I have recently been discovering Francis Turretin, successor to Calvin and Beza at Geneva. Although some allege that he is dull, I find his Institutes of Elenctic Theology a delight. He is particularly clear, at least to me, on what it means to be externally or internally part of the covenant. Then again, it could be a sign of my peculiarity that I enjoy reading seventeenth-century Italian Reformed scholastic theologians in (slightly) archaic translation!

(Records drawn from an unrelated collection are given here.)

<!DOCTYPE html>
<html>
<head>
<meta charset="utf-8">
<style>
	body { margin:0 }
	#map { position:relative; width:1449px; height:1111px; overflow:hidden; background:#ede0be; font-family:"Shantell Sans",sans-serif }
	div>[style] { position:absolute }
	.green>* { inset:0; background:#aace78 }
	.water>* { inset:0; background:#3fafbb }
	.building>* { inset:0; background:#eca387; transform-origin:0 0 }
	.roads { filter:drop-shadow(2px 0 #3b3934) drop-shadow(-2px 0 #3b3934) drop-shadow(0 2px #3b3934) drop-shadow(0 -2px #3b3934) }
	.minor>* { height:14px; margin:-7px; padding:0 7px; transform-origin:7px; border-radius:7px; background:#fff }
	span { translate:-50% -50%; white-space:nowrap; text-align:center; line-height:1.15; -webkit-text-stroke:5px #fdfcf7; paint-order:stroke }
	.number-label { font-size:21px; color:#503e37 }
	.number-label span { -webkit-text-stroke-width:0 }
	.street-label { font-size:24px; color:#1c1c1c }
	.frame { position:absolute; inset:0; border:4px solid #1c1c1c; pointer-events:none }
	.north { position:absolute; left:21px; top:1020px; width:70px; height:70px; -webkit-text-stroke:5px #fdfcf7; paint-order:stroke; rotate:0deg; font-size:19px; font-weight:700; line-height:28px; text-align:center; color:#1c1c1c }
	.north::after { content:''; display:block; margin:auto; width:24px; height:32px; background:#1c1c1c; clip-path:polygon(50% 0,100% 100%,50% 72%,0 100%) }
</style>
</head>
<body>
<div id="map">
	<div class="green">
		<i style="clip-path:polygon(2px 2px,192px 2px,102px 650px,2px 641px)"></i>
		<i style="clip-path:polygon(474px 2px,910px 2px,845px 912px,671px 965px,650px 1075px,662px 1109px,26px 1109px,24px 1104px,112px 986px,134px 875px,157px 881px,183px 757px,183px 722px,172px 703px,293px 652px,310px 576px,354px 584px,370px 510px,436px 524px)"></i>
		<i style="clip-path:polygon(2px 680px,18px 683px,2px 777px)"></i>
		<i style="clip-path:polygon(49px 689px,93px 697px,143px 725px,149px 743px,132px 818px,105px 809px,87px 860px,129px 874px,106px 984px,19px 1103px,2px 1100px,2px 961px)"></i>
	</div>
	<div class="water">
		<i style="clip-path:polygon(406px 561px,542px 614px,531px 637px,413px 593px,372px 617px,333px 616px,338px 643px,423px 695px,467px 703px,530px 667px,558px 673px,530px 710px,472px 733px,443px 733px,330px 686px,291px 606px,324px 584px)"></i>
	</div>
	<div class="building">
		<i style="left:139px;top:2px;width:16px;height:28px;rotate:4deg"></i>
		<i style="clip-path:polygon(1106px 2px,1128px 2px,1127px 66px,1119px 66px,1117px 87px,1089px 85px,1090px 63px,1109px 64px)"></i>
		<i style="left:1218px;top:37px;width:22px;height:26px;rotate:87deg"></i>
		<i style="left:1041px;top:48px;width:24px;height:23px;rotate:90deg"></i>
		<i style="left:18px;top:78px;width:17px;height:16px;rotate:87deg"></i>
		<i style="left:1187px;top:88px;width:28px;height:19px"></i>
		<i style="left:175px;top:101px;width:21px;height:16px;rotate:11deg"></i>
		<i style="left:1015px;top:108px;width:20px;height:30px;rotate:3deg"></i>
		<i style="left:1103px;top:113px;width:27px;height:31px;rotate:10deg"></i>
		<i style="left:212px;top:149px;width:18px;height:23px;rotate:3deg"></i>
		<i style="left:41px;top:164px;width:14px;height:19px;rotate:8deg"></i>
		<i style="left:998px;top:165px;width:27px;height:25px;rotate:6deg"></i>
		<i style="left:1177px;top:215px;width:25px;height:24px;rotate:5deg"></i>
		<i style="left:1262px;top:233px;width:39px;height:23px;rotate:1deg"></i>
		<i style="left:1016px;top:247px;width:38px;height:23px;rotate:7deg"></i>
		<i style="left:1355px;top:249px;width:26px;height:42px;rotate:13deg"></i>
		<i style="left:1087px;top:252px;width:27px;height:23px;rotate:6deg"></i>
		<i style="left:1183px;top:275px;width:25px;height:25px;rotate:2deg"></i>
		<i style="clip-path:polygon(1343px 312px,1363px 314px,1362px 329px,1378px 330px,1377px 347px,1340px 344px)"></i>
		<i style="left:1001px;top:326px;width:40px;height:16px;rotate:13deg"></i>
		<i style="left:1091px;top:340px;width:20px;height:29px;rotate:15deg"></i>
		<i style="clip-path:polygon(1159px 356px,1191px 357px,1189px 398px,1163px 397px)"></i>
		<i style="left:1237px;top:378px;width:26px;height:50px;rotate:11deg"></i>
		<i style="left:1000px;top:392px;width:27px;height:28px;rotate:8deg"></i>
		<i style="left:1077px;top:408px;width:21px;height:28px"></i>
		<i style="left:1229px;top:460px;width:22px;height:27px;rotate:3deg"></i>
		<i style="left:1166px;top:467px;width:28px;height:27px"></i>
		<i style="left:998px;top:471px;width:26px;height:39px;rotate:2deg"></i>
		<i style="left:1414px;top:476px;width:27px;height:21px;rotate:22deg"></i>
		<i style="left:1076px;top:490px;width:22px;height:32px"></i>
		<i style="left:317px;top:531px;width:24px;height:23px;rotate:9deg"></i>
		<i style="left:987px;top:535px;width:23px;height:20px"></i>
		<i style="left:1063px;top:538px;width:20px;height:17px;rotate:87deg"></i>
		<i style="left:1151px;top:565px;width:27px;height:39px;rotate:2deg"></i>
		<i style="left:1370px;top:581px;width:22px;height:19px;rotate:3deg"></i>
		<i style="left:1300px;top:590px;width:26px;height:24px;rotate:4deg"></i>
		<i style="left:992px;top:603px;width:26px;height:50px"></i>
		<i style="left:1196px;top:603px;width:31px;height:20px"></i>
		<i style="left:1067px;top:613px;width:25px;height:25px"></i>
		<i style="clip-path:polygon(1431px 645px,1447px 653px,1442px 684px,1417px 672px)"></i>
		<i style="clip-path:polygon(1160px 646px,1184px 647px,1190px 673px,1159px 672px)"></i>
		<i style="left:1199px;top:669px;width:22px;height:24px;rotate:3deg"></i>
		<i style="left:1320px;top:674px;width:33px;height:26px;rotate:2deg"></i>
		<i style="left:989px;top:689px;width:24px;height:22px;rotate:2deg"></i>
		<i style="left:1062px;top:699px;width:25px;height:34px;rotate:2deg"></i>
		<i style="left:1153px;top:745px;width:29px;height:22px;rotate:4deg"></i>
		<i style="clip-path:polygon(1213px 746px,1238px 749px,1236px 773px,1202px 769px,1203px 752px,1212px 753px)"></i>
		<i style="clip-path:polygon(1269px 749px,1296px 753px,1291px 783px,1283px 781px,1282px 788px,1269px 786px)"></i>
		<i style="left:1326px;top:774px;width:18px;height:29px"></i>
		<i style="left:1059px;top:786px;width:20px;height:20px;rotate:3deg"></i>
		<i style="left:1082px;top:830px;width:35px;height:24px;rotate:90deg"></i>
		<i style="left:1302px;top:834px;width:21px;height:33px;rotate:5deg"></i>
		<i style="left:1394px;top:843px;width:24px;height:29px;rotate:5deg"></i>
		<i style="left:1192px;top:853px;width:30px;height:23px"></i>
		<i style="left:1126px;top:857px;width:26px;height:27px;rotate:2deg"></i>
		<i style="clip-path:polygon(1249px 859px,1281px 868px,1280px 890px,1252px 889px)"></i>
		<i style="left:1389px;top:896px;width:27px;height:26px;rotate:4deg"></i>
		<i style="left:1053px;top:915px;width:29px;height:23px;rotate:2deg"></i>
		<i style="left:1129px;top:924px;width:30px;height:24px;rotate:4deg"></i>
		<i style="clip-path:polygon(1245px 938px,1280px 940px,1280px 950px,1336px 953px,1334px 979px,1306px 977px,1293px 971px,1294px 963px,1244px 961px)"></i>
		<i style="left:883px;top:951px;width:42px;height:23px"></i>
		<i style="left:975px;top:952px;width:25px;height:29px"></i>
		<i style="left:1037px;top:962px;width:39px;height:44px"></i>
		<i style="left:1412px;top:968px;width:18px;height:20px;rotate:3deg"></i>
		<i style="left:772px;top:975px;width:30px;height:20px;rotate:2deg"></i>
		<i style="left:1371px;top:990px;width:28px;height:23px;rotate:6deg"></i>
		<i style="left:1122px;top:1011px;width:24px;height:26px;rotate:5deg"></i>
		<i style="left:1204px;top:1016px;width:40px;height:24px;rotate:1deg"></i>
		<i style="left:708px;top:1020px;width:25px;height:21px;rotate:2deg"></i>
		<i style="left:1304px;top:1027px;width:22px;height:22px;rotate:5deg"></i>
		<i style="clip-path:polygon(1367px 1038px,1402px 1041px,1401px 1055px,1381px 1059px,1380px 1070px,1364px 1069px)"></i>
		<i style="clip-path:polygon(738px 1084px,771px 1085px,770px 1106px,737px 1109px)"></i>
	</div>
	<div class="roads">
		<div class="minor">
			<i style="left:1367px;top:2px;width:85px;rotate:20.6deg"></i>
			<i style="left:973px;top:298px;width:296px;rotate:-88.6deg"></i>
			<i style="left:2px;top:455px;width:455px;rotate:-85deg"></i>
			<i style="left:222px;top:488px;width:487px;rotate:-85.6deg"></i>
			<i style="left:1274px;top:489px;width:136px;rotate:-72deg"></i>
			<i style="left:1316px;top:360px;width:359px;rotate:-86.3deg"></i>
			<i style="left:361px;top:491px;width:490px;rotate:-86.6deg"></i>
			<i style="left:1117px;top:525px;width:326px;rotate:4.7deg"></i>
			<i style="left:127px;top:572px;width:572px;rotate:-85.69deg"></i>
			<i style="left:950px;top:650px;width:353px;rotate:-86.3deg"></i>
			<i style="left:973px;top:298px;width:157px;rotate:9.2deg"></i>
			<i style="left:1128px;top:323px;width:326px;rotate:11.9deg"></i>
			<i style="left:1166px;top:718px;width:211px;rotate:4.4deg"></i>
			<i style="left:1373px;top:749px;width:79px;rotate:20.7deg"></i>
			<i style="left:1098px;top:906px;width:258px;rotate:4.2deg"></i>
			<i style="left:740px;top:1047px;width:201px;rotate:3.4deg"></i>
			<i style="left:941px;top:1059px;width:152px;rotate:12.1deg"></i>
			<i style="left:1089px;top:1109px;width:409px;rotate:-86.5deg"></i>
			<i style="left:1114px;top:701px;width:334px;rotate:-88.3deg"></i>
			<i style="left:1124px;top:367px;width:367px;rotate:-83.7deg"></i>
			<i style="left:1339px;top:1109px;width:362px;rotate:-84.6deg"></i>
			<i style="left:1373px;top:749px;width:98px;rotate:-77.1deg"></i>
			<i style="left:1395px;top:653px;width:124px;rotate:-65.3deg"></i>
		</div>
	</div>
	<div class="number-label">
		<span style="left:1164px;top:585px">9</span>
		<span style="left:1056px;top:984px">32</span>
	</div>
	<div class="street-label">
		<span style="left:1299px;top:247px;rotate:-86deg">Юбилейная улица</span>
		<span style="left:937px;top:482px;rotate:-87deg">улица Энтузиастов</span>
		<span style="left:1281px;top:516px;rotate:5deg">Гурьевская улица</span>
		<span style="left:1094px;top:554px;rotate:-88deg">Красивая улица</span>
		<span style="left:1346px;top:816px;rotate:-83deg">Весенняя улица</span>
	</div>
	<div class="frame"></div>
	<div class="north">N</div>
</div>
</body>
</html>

“The common and received opinion among the Reformed is different [to the universalists]. They hold to a particularity of the covenant (no less than of saving grace) that although what is extended to many may be called general (especially under the New Testament, the distinction of nations being taken away), still it never was universal with each and all, but particular only with the true elect members of Christ. Further they think that covenant may be regarded in two ways: either as to internal essence; or as to external dispensation. The former answers to the internal calling and the invisible church of the elect (which is constituted by it). The latter, however, answers to the external calling and the visible church of the called. In the latter respect, the covenant is regarded only as to promulgation and presentation by the external call; and as to external benefits, which flow from that presentation, in the preaching of the word, the administration of the sacraments and the participation in sacred things (of which as many as in the people or in the church retain the same profession, become partakers; and thus it is extended even to many reprobates, who remain in the visible church). In the former respect, it is further extended to the acceptation and conferring and reception of all federal benefits and internal communion with Christ by faith. In this sense, it pertains to none other than the elect, who are really partakers of the covenant according to God’s intention, in whom he fulfills the very conditions of the covenant and to whom he not only offers but actually confers the benefits of the covenant.”

Vol II, p. 207
For what it is worth, this clearly shows that proponents of the Federal Vision are outside the bounds of Reformed orthodoxy, confusing as they do external participation in the covenant with internal participation and teaching that those who are baptised (i.e. externally members of the covenant and part of the visible church) are actually united with Christ and given all the blessings of his work and yet - O horrid doctrine! - may lose their salvation if they are not elect. For a statement of the teachings of the Federal Vision, click HERE and for a fuller refutation, click HERE.

Alex Motyer writes this, in his very helpful (if ever so slightly dull) new BST commentary on Exodus (p.19)

“Genesis 17:1-2 needs to be guarded from misunderstanding as it might be taken to mean, ‘If you walk before me and be blameless, then I will make my covenant with you’. This would make the covenant appear as a divine response to Abram’s commitment, even a reward for the perfection of his ‘walk’. This cannot be so because the covenant between God and Abraham had already been inaugurated many years before (Gen 15:18). Also, the wording in Genesis 17:2 does not express the idea of inauguration but rather confirmation. A literal translation would be, ‘and I will place my covenant’, an expression which signifies the covenant coming into active operation as the stated relationship between its maker than its recipient. Abraham’s life of fellowship with the Lord was not the pre-condition of the covenant but rather the response by which he entered into the promised blessings. From beginning to end, God’s covenant relationship with his people is based on his grace and not their merits.”

And is not the continuity of this covenant into the present age seen in the same response that is demanded of Christians to God’s gracious promises?

“Be ye therefore perfect, even as your Father which is in heaven is perfect.” (Matthew 5.48, A.V.)

cf. Genesis 17.1 (A.V.):

“I am the Almighty God; walk before me, and be thou perfect.”